New Job! Remote Job
Company

Site Reliability Engineer

Why deepset

At deepset, we’re making sovereign AI accessible to every organization. With Haystack, thousands of developers build advanced AI applications, while our Enterprise platform helps teams scale across use cases, users, and environments. We’re remote-first, flexible, and built on trust and ownership. You’ll work alongside strong technical talent, take on meaningful challenges, and help turn complex AI into solutions that are practical, reliable, and ready for the real world.

What you will do

Build and operate infrastructure

Design, configure, and evolve infrastructure that runs both in our cloud and inside customer environments (SaaS, private cloud, on-prem).

Make self-hosted production-ready

Help us deliver a production-grade, self-hosted platform that can be deployed on any Kubernetes setup in weeks - not months.

Drive automation & platform maturity

Improve CI/CD pipelines, GitHub workflows, and GitOps setups so teams can ship faster with confidence.

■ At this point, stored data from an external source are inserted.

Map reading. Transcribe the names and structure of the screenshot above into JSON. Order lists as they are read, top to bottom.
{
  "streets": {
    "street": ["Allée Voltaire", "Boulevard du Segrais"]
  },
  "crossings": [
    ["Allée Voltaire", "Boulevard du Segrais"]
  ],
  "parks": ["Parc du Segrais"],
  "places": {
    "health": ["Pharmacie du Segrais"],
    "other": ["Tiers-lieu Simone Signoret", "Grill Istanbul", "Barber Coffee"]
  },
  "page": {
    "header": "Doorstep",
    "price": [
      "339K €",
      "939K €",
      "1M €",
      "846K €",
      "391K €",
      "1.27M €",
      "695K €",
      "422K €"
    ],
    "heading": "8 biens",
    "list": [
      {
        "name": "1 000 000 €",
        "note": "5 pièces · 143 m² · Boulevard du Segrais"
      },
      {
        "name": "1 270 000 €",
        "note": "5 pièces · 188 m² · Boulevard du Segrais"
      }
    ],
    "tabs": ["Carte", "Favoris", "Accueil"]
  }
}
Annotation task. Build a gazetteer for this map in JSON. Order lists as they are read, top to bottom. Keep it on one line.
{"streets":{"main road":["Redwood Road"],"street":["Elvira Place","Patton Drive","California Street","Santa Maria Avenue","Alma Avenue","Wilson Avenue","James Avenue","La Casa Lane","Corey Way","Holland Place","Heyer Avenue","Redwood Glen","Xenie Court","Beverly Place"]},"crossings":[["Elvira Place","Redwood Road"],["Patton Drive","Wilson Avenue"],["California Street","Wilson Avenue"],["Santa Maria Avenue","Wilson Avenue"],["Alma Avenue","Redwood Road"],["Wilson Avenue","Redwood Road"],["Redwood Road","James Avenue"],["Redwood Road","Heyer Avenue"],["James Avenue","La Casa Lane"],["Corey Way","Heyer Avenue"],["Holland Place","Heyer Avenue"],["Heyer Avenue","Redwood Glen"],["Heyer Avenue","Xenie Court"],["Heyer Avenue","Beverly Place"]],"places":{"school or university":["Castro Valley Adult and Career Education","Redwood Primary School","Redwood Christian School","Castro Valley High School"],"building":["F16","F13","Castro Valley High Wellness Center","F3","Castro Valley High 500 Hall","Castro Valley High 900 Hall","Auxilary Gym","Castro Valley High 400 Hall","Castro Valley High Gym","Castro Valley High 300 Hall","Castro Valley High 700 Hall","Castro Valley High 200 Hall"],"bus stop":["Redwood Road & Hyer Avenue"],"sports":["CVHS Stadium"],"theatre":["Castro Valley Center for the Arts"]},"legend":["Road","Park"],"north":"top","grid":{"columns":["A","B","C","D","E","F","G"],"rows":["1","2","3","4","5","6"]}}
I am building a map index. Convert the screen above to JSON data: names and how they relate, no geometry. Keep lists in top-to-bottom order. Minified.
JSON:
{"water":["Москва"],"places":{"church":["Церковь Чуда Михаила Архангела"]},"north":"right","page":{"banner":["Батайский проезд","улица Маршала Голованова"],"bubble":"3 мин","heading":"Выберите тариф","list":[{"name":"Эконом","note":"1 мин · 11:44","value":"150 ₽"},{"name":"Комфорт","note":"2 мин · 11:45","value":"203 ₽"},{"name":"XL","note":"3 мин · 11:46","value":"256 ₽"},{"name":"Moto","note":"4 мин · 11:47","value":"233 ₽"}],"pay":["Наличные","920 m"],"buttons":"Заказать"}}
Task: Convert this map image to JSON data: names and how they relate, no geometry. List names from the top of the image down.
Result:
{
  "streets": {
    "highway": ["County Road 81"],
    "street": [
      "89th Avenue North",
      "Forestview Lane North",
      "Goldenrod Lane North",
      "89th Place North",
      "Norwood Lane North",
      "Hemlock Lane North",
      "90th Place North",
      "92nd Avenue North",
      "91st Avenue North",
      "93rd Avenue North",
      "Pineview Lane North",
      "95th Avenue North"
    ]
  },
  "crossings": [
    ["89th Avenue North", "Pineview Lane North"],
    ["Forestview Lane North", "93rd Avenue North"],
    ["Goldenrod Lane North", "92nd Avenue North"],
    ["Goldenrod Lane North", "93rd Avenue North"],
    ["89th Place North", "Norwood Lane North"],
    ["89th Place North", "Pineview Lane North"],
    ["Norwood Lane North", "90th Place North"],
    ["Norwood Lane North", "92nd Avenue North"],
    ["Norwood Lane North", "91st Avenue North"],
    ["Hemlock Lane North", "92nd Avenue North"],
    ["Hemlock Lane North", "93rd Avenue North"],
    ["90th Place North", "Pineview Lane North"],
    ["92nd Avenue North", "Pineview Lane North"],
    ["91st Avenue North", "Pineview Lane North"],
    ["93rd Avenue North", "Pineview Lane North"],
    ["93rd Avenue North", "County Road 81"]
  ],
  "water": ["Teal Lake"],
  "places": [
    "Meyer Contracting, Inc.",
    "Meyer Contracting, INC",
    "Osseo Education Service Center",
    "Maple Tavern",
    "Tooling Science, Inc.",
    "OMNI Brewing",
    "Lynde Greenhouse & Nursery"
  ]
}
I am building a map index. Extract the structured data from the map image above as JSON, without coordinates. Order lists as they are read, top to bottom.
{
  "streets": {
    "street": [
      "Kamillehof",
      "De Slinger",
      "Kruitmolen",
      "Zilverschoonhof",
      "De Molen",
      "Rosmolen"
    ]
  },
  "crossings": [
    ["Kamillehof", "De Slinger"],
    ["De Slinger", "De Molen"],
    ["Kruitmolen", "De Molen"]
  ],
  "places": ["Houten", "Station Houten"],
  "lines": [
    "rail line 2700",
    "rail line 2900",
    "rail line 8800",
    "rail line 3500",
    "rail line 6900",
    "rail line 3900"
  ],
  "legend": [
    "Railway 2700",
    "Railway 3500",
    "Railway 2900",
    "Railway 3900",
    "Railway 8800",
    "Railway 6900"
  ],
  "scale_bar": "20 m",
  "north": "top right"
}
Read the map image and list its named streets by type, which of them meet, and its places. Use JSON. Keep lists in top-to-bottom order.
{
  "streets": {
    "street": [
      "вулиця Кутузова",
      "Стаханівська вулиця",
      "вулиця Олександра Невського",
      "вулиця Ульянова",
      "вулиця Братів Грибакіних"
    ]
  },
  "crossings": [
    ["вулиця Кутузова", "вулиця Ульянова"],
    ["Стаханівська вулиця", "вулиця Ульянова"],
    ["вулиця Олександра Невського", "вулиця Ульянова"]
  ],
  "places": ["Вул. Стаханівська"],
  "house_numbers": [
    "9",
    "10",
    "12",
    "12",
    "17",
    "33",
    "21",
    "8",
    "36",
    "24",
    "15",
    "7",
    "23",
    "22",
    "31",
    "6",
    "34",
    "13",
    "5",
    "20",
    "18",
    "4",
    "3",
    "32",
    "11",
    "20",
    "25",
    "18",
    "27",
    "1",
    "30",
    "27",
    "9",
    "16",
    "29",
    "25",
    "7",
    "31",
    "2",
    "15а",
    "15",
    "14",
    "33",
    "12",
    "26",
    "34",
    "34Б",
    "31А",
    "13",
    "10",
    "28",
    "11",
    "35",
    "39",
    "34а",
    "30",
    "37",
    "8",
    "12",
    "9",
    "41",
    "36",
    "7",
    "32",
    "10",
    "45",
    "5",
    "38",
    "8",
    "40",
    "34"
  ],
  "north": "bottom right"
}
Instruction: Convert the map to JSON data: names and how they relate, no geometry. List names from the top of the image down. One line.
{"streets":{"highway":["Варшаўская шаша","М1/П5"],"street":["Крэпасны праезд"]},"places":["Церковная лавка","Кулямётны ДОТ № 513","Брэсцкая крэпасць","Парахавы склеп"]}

Reduce complexity and cost

Continuously simplify systems and optimize infrastructure spend without compromising performance or reliability.

Shape how we build

Champion best practices in reliability, scalability, and security across the organization, not as rules, but as working systems.

Requirements

  • 2-5 years of experience working with large-scale production infrastructure

  • Experience with distributed or service-oriented architectures

  • Hands-on expertise with:

    • AWS

    • Kubernetes

    • CI/CD and GitOps (e.g. ArgoCD)

  • Working knowledge of Infrastructure as Code (Terraform preferred)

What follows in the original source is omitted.